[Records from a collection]
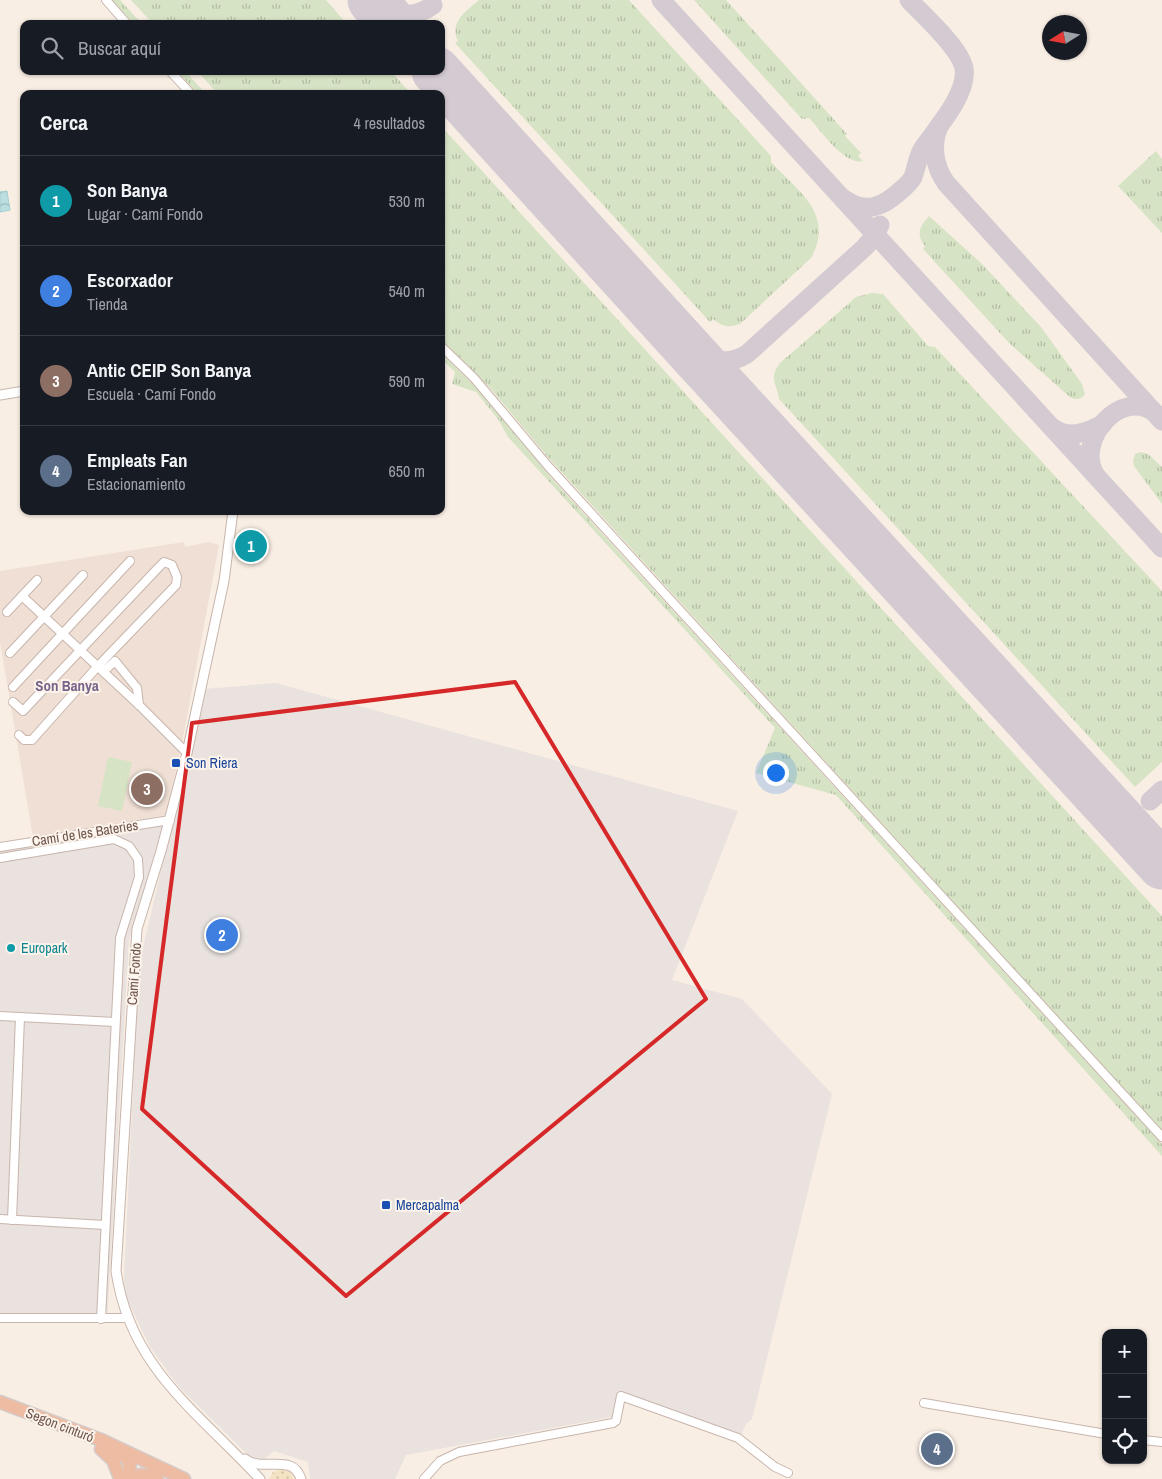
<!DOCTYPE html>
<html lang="es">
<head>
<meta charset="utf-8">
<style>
	body { margin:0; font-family:"Archivo Narrow",sans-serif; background:#20242c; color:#f1f3f6 }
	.controls { position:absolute; right:15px; bottom:15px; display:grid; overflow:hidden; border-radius:10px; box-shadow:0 1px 4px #0004 }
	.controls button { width:45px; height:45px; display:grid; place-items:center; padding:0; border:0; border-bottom:1px solid #363941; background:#171b24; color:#f1f3f6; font:25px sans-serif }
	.compass { position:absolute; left:1042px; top:15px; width:45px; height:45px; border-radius:50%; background:#171b24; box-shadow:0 1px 4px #0004; rotate:259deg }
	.you { position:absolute; left:775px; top:772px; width:18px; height:18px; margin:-12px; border:4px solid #fff; border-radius:50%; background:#1a73e8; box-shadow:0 0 0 8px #1a73e833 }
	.badge { display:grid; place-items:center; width:32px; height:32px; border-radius:50%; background:#d46458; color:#fff; font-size:16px; font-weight:700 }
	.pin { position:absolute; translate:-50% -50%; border:2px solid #fff; box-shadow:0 1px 5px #0006 }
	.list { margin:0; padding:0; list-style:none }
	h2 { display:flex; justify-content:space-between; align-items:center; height:65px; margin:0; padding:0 20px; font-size:21px }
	h2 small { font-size:16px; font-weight:400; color:#9ea1a6 }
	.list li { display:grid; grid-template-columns:32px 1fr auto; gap:15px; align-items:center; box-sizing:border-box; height:90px; padding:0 20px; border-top:1px solid #363941 }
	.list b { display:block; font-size:19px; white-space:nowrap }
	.list p { margin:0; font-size:16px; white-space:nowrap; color:#9ea1a6 }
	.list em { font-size:16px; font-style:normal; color:#9ea1a6 }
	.icon { flex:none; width:28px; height:28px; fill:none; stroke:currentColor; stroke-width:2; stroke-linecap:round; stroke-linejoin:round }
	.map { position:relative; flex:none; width:1162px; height:1479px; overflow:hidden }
	.search { position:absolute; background:#171b24; box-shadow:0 1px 4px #0004; left:20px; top:20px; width:425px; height:55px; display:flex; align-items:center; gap:12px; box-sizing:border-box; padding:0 18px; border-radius:10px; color:#9ea1a6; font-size:19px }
	.panel { position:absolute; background:#171b24; box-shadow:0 1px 4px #0004; left:20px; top:90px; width:425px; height:425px; border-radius:10px }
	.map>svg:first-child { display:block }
	.residential { fill:#efdfd4 }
	.industrial { fill:#e9e2de }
	.grass { fill:url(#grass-tufts) }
	.sand { fill:url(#sand-dots) }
	.park { fill:#d6e4c5 }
	.water { fill:url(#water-waves); stroke:#a3cfd0 }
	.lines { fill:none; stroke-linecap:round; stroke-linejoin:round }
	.taxiway { stroke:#d4cad2; stroke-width:19 }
	.runway { stroke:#d4cad2; stroke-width:49 }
	.minor-casing { stroke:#c8b5ac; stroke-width:10 }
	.tertiary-casing { stroke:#c8b5ac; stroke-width:11 }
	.trunk-casing { stroke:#d4ccca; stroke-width:15 }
	.minor { stroke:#fff; stroke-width:8 }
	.tertiary { stroke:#fff; stroke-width:9 }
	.trunk { stroke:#eebba3; stroke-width:12 }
	.marked { fill:none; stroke:#d62828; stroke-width:4; stroke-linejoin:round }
	.transit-dot { fill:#1a4fb4; stroke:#fcf3ea; stroke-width:2 }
	.culture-dot { fill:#0f9aa8; stroke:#fcf3ea; stroke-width:2 }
	.labels { text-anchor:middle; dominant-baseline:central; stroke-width:4; stroke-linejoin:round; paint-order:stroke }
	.transit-label { font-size:14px; fill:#164399; stroke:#fcf3ea; text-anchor:start }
	.street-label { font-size:14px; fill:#6e554d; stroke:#fcf3ea }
	.culture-label { font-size:14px; fill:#0d838f; stroke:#fcf3ea; text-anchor:start }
	.neighbourhood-label { font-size:15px; font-weight:bold; fill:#79658b; stroke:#fcf3ea }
</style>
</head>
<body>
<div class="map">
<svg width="1162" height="1479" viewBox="0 0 1162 1479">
	<defs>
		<pattern id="grass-tufts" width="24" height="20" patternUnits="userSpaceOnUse" patternTransform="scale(1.25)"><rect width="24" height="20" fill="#d6e4c5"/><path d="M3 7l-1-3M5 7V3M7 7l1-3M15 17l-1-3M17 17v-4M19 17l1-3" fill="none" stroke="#b2bca2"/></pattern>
		<pattern id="sand-dots" width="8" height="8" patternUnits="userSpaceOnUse" patternTransform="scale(1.25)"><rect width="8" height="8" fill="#f4e3c3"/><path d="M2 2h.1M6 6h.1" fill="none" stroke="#cabba1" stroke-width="1.8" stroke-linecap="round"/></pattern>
		<pattern id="water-waves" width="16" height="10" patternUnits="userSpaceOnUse" patternTransform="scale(1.25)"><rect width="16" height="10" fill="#bbdfe0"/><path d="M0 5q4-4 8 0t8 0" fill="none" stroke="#9cb8b8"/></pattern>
	</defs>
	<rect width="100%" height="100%" fill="#f9eee4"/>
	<!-- residential -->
	<polygon class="residential" points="184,542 185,547 209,542 219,545 183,738 166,815 33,837 0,642 0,571"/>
	<!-- industrial -->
	<g class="industrial">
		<polygon points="276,683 738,811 672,980 742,999 832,1094 752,1419 746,1424 741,1435 619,1392 612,1417 406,1455 395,1479 310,1479 308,1462 274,1451 264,1459 250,1457 179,1387 150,1347 125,1295 124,1278 139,964 204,689"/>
		<polygon points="163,824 129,941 107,1323 0,1323 0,850"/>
	</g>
	<!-- grass -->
	<g class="grass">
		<polygon points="112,0 120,0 142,24 134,24"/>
		<polygon points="131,0 326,0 347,24 153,24"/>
		<path d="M479 0H629L771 156V162C799 192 835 214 811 258L740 324C728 328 723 327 713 319L710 322 455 43 458 41C449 22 466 11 479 0Z"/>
		<path d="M694 0H726L847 134 845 136 861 153 858 156 863 161C845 166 821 131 809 118L802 119Z"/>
		<polygon points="177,71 185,71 206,94 198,94"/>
		<polygon points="197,71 391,71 411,94 218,94"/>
		<polygon points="441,126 1162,916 1162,1131 547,456 490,388 441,340"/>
		<polygon points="1156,151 1162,159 1162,233 1118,186"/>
		<path d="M929 216 981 263 1041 327 1082 384 1085 394C1081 399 1078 400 1071 398L1009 343 923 249 925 246C916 235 919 227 929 216Z"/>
		<path d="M872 293 883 294 928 346 935 347 1162 591V762L1135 787 779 399C777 383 768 379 780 363L856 297Z"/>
		<polygon points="441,353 479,390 554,481 1162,1144 1162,1156 836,795 756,773 775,728 508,437 498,419 476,392 452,384 455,372 441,359"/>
		<polygon points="1141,452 1148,454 1162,467 1162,504 1134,466 1133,461 1135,454"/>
	</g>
	<!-- sand -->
	<polygon class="sand" points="281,1469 290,1472 294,1479 269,1479 273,1472"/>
	<!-- park -->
	<polygon class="park" points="108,757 132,762 122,811 98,806"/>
	<!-- water -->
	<polygon class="water" points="7,191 10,210 0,212 0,192"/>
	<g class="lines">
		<!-- taxiway -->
		<g class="taxiway">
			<polyline points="661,0 1162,548"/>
			<path d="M375 4C394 17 414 19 433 5"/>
			<path d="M939 126C931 145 934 166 946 183L1162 421"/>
			<path d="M846 200C866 214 884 206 900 191 905 187 910 183 913 177 917 167 917 157 923 148 937 128 968 94 964 68 960 48 924 16 909 0"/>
			<path d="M693 354C712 360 728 366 747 354L864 248 874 237 880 225"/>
			<path d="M1053 428C1069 439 1086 433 1103 424"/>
			<path d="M1095 474C1075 440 1121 387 1155 413"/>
			<polyline points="1150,801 1162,790"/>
		</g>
		<!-- runway -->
		<g class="runway">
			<polyline points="372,0 393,24"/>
			<polyline points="436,71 693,354 1162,865"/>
		</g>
		<!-- minor casing -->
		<g class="minor-casing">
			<g id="minor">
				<polyline points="106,0 127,24"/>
				<polyline points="170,71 191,94"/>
				<polyline points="441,346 474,378 548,466 1162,1137"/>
				<polyline points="22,596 37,580"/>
				<polyline points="7,612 22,596 139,705 187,753"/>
				<polyline points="10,653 83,575"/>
				<polyline points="104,671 115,661 137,688 139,705"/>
				<polyline points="13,687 130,561"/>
				<polyline points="13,702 23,711 158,568 164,562 172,565 177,577 176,585 98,666 32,740 24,740 19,735"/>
				<polyline points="0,847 170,820"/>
				<polyline points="0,858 114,839 129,846 138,859 139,877 120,938 101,1319"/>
				<polyline points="0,1016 115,1022"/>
				<polyline points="0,1219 105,1225"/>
				<polyline points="12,1220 20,1017"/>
				<polyline points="0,1318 127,1318"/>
				<polyline points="924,1403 1106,1434"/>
				<polyline points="1143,1440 1162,1442"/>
				<polyline points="424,1479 440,1461 459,1452 613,1423 616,1421 621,1396 738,1438 775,1467 788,1473"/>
			</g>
		</g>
		<!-- tertiary casing -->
		<g class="tertiary-casing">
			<g id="tertiary">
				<polyline points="0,395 24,391"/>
				<path d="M233 511 224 581 187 753 161 851 137 929 116 1271C130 1368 198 1412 260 1479"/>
				<path d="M245 1459C263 1473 292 1452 301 1479"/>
			</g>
		</g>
		<!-- trunk casing -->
		<g class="trunk-casing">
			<g id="trunk">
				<polyline points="0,1402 101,1440 184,1479"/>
				<polyline points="101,1449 113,1460 120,1478"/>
				<path d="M119 1453C131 1458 131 1467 128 1479"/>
				<path d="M132 1479C141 1473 148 1474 157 1479"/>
			</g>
		</g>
		<!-- minor -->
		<use href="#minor" class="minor"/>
		<!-- tertiary -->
		<use href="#tertiary" class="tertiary"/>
		<!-- trunk -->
		<use href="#trunk" class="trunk"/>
	</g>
	<!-- marked area -->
	<path class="marked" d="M515 682 706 999 346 1296 142 1109 192 723Z"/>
	<!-- markers -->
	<g class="transit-dot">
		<rect x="171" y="758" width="10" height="10" rx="2.5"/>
		<rect x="381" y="1200" width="10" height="10" rx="2.5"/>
	</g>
	<circle class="culture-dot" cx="11" cy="948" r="5"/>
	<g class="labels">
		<!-- transit labels -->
		<g class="transit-label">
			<text x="186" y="763">Son Riera</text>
			<text x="396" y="1205">Mercapalma</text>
		</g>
		<!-- street labels -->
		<g class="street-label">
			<text transform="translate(85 833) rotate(-9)">Camí de les Bateries</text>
			<text transform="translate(134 974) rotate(-86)">Camí Fondo</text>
			<text transform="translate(60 1425) rotate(21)">Segon cinturó</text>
		</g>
		<!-- culture labels -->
		<g class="culture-label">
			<text x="21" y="948">Europark</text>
		</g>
		<!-- neighbourhood labels -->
		<g class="neighbourhood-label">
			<text x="67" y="685">Son Banya</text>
		</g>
	</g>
</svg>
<div class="controls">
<button>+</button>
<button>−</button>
<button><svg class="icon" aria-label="locate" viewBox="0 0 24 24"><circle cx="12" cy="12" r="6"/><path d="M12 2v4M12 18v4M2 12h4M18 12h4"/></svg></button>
</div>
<svg class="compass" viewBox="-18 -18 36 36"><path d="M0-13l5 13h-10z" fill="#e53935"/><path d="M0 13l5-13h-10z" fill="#9ea1a6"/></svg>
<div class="you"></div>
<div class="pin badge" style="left:251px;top:546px;background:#0f9aa8">1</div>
<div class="pin badge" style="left:222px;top:935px;background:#3f7fe0">2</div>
<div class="pin badge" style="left:147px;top:789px;background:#8d6e63">3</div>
<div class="pin badge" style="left:937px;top:1449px;background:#5c6f8a">4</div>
<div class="search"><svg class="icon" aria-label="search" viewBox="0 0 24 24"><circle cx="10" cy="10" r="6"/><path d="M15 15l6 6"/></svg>Buscar aquí</div>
<section class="panel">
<h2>Cerca<small>4 resultados</small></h2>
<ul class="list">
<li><span class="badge" style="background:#0f9aa8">1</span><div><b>Son Banya</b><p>Lugar · Camí Fondo</p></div><em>530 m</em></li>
<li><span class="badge" style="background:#3f7fe0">2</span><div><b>Escorxador</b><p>Tienda</p></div><em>540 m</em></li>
<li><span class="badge" style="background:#8d6e63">3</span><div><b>Antic CEIP Son Banya</b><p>Escuela · Camí Fondo</p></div><em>590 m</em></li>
<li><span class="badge" style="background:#5c6f8a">4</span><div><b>Empleats Fan</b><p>Estacionamiento</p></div><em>650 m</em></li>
</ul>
</section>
</div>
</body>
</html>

▶ What you have to do:
Output, from the data above, the lines from the line with "flex:none; width:28px; height:28px;" to the line with "#0004; left:20px; top:90px;" exactly as they stand, both ends included and nothing else.

▶ Written answer:
	.icon { flex:none; width:28px; height:28px; fill:none; stroke:currentColor; stroke-width:2; stroke-linecap:round; stroke-linejoin:round }
	.map { position:relative; flex:none; width:1162px; height:1479px; overflow:hidden }
	.search { position:absolute; background:#171b24; box-shadow:0 1px 4px #0004; left:20px; top:20px; width:425px; height:55px; display:flex; align-items:center; gap:12px; box-sizing:border-box; padding:0 18px; border-radius:10px; color:#9ea1a6; font-size:19px }
	.panel { position:absolute; background:#171b24; box-shadow:0 1px 4px #0004; left:20px; top:90px; width:425px; height:425px; border-radius:10px }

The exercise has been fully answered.